The men, some reportedly armed, landed in Lahad Datu town earlier this week.
Police say they have identified themselves as the "royal army" of the Sulu Sultanate, which has a historic claim to the area.
Malaysian and Philippine officials are in discussions over the incident, many details of which remain unclear.
Some reports said that the men had denied links to militant groups in the southern Philippines, and had raised the Philippine flag in the village.
"We have sent a team to negotiate with them," Malaysian Inspector-General of Police Tan Sri Ismail Omar was quoted by the country's state news agency Bernama as saying.
"Discussion is proceeding well and we have told them to leave Sabah peacefully, as we do not want any situation which can threaten the security of the people."
Malaysian Foreign Minister Anifah Aman has talked to his Philippine counterpart, Albert del Rosario, over the phone about the matter, says a statement from the Philippine Foreign Ministry.
Officials from both countries were also able "to clarify that "the activity of this Filipino group was not sanctioned by the Philippine government", the statement says.
The Philippine ministry statement put the size of the group at 200 but indicated permanent residents of Sabah could be among the group.

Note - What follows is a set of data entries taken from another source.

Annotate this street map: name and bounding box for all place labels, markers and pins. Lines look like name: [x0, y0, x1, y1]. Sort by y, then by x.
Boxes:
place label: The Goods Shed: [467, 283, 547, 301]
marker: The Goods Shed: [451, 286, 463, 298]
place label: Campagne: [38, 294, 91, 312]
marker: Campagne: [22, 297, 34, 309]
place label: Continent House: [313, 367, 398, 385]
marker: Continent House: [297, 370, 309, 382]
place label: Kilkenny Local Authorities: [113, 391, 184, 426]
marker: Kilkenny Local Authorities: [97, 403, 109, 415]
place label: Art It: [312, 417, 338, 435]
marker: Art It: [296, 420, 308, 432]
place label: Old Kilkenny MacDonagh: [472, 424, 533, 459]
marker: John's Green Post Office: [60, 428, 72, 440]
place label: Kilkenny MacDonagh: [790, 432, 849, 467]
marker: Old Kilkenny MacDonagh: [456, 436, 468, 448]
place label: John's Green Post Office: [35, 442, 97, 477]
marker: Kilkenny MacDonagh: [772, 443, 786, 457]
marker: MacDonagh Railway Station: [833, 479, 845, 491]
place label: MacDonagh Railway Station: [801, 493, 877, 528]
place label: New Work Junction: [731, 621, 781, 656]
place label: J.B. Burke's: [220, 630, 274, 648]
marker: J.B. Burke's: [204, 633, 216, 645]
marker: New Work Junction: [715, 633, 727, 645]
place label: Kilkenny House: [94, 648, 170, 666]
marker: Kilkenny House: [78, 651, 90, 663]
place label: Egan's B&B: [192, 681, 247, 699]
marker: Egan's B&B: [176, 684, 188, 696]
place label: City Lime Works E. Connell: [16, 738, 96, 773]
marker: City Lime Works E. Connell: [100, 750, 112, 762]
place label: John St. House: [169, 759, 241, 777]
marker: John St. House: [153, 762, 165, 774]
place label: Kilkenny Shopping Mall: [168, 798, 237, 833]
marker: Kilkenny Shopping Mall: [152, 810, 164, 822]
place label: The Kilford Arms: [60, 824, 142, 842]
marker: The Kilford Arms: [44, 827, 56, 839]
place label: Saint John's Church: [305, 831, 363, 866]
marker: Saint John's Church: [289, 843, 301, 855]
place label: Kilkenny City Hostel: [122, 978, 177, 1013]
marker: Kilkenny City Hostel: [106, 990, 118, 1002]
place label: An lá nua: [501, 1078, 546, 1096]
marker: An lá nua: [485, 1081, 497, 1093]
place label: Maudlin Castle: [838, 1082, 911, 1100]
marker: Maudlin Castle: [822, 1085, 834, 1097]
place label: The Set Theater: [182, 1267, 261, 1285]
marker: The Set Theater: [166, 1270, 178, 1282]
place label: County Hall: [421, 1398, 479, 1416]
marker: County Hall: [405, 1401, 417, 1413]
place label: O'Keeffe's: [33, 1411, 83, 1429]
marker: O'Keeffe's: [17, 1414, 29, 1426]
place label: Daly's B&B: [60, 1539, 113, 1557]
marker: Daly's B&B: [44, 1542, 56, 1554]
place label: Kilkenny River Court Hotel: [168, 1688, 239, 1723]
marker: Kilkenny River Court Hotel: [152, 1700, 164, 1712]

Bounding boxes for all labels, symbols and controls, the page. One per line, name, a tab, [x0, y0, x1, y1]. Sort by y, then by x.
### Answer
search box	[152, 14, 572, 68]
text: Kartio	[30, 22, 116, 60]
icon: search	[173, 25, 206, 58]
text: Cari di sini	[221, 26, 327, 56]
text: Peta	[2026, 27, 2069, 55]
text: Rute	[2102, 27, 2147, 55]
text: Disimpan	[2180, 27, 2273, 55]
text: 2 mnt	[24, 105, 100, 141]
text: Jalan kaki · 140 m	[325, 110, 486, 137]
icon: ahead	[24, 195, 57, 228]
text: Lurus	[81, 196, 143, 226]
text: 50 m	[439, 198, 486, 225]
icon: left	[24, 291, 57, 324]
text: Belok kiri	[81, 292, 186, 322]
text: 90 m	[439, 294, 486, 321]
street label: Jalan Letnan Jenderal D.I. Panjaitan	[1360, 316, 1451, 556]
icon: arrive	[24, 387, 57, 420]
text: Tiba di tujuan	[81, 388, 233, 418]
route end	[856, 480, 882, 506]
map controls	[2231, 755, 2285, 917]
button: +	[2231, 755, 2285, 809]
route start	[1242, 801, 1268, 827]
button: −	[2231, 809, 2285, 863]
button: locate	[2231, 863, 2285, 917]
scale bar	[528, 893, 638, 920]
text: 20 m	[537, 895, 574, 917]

Tighter security measures have also been put in place in the Philippine islands near the area, the statement added.
Malaysia's Sabah state shares a sea border with the southern Philippines, which is home to a number of Islamic militant and kidnap-for ransom groups. The journey between the two can take only a few hours.
It formed part of the Sulu Sultanate - which once spread over several southern Philippine islands as well as parts of Borneo - before it was designated a British protectorate in the 1800s.
Sabah became part of Malaysia in 1963, and the country still pays a token rent to the Sulu Sultanate each year.